### What to produce
Skip the images; return every entry exactly.

[Collected data]
┌──

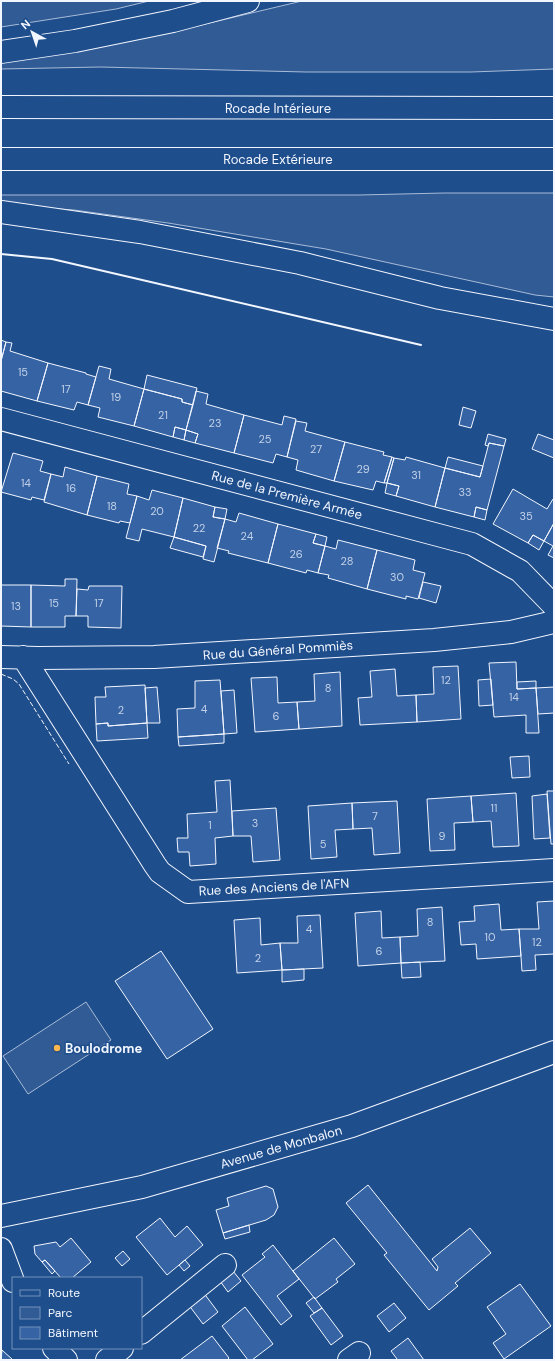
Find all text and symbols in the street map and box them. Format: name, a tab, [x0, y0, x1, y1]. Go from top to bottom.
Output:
north arrow	[12, 12, 52, 52]
text: N	[18, 16, 33, 32]
street label: Rocade Intérieure	[225, 100, 331, 117]
street label: Rocade Extérieure	[223, 151, 333, 168]
house number: 15	[18, 365, 28, 379]
house number: 17	[61, 382, 71, 396]
house number: 19	[111, 390, 121, 404]
house number: 21	[158, 408, 168, 422]
house number: 23	[209, 416, 221, 430]
house number: 25	[258, 432, 272, 446]
house number: 27	[310, 442, 322, 456]
house number: 29	[356, 462, 370, 476]
street label: Rue de la Première Armée	[210, 467, 364, 523]
house number: 31	[411, 468, 421, 482]
house number: 14	[21, 476, 31, 490]
house number: 16	[66, 481, 76, 495]
house number: 33	[458, 485, 472, 499]
house number: 18	[107, 499, 117, 513]
house number: 20	[150, 504, 164, 518]
house number: 35	[519, 509, 533, 523]
house number: 22	[193, 521, 205, 535]
house number: 24	[241, 529, 254, 543]
house number: 26	[289, 547, 303, 561]
house number: 28	[341, 554, 353, 568]
house number: 30	[390, 570, 404, 584]
house number: 15	[49, 596, 59, 610]
house number: 17	[94, 596, 104, 610]
house number: 13	[11, 599, 21, 613]
street label: Rue du Général Pommiès	[202, 636, 354, 664]
house number: 12	[441, 673, 451, 687]
house number: 8	[325, 681, 331, 695]
house number: 14	[509, 690, 519, 704]
house number: 4	[201, 702, 208, 716]
house number: 2	[118, 703, 124, 717]
house number: 6	[273, 709, 280, 723]
house number: 11	[491, 801, 497, 815]
house number: 7	[372, 809, 378, 823]
house number: 3	[252, 816, 258, 830]
house number: 1	[208, 818, 212, 832]
house number: 9	[439, 829, 446, 843]
house number: 5	[320, 837, 327, 851]
street label: Rue des Anciens de l'AFN	[198, 875, 350, 899]
house number: 8	[427, 915, 433, 929]
house number: 4	[306, 922, 313, 936]
house number: 10	[485, 930, 495, 944]
house number: 12	[532, 935, 542, 949]
house number: 6	[376, 944, 383, 958]
house number: 2	[255, 951, 261, 965]
place label: Boulodrome	[65, 1040, 143, 1057]
marker: Boulodrome	[52, 1043, 62, 1053]
street label: Avenue de Monbalon	[218, 1121, 344, 1173]
legend	[12, 1277, 142, 1349]
text: Route	[48, 1285, 80, 1301]
text: Parc	[48, 1305, 72, 1321]
text: Bâtiment	[48, 1325, 99, 1341]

└──

### Solution for this exercise
Find all text and symbols in the street map and box them. Format: name, a tab, [x0, y0, x1, y1]. Go from top to bottom.
Output:
north arrow	[12, 12, 52, 52]
text: N	[18, 16, 33, 32]
street label: Rocade Intérieure	[225, 100, 331, 117]
street label: Rocade Extérieure	[223, 151, 333, 168]
house number: 15	[18, 365, 28, 379]
house number: 17	[61, 382, 71, 396]
house number: 19	[111, 390, 121, 404]
house number: 21	[158, 408, 168, 422]
house number: 23	[209, 416, 221, 430]
house number: 25	[258, 432, 272, 446]
house number: 27	[310, 442, 322, 456]
house number: 29	[356, 462, 370, 476]
street label: Rue de la Première Armée	[210, 467, 364, 523]
house number: 31	[411, 468, 421, 482]
house number: 14	[21, 476, 31, 490]
house number: 16	[66, 481, 76, 495]
house number: 33	[458, 485, 472, 499]
house number: 18	[107, 499, 117, 513]
house number: 20	[150, 504, 164, 518]
house number: 35	[519, 509, 533, 523]
house number: 22	[193, 521, 205, 535]
house number: 24	[241, 529, 254, 543]
house number: 26	[289, 547, 303, 561]
house number: 28	[341, 554, 353, 568]
house number: 30	[390, 570, 404, 584]
house number: 15	[49, 596, 59, 610]
house number: 17	[94, 596, 104, 610]
house number: 13	[11, 599, 21, 613]
street label: Rue du Général Pommiès	[202, 636, 354, 664]
house number: 12	[441, 673, 451, 687]
house number: 8	[325, 681, 331, 695]
house number: 14	[509, 690, 519, 704]
house number: 4	[201, 702, 208, 716]
house number: 2	[118, 703, 124, 717]
house number: 6	[273, 709, 280, 723]
house number: 11	[491, 801, 497, 815]
house number: 7	[372, 809, 378, 823]
house number: 3	[252, 816, 258, 830]
house number: 1	[208, 818, 212, 832]
house number: 9	[439, 829, 446, 843]
house number: 5	[320, 837, 327, 851]
street label: Rue des Anciens de l'AFN	[198, 875, 350, 899]
house number: 8	[427, 915, 433, 929]
house number: 4	[306, 922, 313, 936]
house number: 10	[485, 930, 495, 944]
house number: 12	[532, 935, 542, 949]
house number: 6	[376, 944, 383, 958]
house number: 2	[255, 951, 261, 965]
place label: Boulodrome	[65, 1040, 143, 1057]
marker: Boulodrome	[52, 1043, 62, 1053]
street label: Avenue de Monbalon	[218, 1121, 344, 1173]
legend	[12, 1277, 142, 1349]
text: Route	[48, 1285, 80, 1301]
text: Parc	[48, 1305, 72, 1321]
text: Bâtiment	[48, 1325, 99, 1341]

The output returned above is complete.